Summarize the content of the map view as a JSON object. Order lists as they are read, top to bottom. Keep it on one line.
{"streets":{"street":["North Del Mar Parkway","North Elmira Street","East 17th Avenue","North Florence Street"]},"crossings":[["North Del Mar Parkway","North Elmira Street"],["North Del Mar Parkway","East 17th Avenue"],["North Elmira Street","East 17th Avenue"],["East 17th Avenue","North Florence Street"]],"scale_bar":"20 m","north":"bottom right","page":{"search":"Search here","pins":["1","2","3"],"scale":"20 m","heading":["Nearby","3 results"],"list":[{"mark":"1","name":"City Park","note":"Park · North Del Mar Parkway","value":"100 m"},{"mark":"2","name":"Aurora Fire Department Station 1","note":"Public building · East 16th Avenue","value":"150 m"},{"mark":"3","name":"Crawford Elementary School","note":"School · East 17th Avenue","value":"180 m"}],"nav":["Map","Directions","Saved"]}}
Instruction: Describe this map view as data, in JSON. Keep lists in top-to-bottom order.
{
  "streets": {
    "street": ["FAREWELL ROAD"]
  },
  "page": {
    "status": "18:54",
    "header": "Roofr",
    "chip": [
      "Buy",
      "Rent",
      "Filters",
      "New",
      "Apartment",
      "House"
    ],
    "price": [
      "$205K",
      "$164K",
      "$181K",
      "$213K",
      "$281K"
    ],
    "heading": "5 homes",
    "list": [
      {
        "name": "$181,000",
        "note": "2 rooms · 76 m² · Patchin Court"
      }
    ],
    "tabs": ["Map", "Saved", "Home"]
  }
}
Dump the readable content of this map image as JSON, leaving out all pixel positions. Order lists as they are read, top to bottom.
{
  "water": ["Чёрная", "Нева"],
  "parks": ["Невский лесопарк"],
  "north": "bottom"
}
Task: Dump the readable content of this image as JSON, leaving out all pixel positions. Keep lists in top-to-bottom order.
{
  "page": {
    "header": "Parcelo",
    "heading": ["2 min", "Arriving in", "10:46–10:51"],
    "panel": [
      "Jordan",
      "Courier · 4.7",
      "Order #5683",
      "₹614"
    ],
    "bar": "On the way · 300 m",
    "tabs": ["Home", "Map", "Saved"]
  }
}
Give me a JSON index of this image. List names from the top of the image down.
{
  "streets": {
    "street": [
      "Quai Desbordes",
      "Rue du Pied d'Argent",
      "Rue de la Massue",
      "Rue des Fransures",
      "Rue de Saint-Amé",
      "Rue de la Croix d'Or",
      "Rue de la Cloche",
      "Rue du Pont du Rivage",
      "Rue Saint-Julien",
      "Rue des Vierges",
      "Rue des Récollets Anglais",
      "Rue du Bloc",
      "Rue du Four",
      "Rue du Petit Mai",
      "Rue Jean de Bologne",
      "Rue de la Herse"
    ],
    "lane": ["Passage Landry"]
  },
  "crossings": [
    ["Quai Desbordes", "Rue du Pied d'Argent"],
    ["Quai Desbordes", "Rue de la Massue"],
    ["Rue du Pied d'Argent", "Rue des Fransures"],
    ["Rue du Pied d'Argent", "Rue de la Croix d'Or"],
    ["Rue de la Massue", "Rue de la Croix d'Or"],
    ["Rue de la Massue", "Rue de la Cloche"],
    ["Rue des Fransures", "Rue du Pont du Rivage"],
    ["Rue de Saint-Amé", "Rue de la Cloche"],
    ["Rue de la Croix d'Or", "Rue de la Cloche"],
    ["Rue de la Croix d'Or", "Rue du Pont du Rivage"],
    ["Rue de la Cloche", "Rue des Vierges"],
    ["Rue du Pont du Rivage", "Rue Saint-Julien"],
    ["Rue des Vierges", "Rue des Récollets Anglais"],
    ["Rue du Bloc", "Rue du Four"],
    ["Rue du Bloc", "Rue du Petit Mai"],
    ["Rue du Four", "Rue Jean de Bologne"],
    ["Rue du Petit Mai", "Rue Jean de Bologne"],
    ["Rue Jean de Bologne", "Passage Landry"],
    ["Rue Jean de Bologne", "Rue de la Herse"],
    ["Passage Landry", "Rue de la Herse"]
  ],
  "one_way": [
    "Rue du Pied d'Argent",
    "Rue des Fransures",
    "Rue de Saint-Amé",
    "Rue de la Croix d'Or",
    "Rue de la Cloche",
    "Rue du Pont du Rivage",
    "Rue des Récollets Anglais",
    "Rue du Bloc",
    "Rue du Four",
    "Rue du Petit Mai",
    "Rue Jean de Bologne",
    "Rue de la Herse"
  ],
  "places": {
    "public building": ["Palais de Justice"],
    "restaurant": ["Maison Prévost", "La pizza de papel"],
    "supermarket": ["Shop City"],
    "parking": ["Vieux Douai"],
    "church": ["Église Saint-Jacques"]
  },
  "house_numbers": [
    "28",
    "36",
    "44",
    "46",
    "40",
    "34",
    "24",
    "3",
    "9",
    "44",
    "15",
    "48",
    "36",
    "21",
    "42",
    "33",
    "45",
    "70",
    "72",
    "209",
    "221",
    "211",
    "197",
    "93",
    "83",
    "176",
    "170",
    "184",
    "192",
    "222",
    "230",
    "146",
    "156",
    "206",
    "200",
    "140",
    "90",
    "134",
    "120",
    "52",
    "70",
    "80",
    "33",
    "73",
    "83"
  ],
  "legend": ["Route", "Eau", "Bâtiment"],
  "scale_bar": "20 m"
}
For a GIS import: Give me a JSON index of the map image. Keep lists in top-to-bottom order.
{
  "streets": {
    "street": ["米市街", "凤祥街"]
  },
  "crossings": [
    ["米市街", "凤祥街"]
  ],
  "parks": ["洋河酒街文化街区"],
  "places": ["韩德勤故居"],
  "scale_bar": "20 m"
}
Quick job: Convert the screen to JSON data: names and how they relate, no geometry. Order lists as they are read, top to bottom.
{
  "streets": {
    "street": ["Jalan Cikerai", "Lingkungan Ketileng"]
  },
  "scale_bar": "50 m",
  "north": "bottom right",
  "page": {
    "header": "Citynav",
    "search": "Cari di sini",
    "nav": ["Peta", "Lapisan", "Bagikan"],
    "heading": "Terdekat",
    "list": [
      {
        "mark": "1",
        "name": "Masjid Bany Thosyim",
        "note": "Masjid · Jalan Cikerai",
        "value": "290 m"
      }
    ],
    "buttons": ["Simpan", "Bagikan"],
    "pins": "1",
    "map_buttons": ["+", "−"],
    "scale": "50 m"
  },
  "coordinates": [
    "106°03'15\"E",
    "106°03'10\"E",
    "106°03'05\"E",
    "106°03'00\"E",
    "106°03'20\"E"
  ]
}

========

__Exercise details__: Wherever the string "Pied" shows up in a line above, tally that line, and answer with the final number alone.

__Answer to the exercise__: 5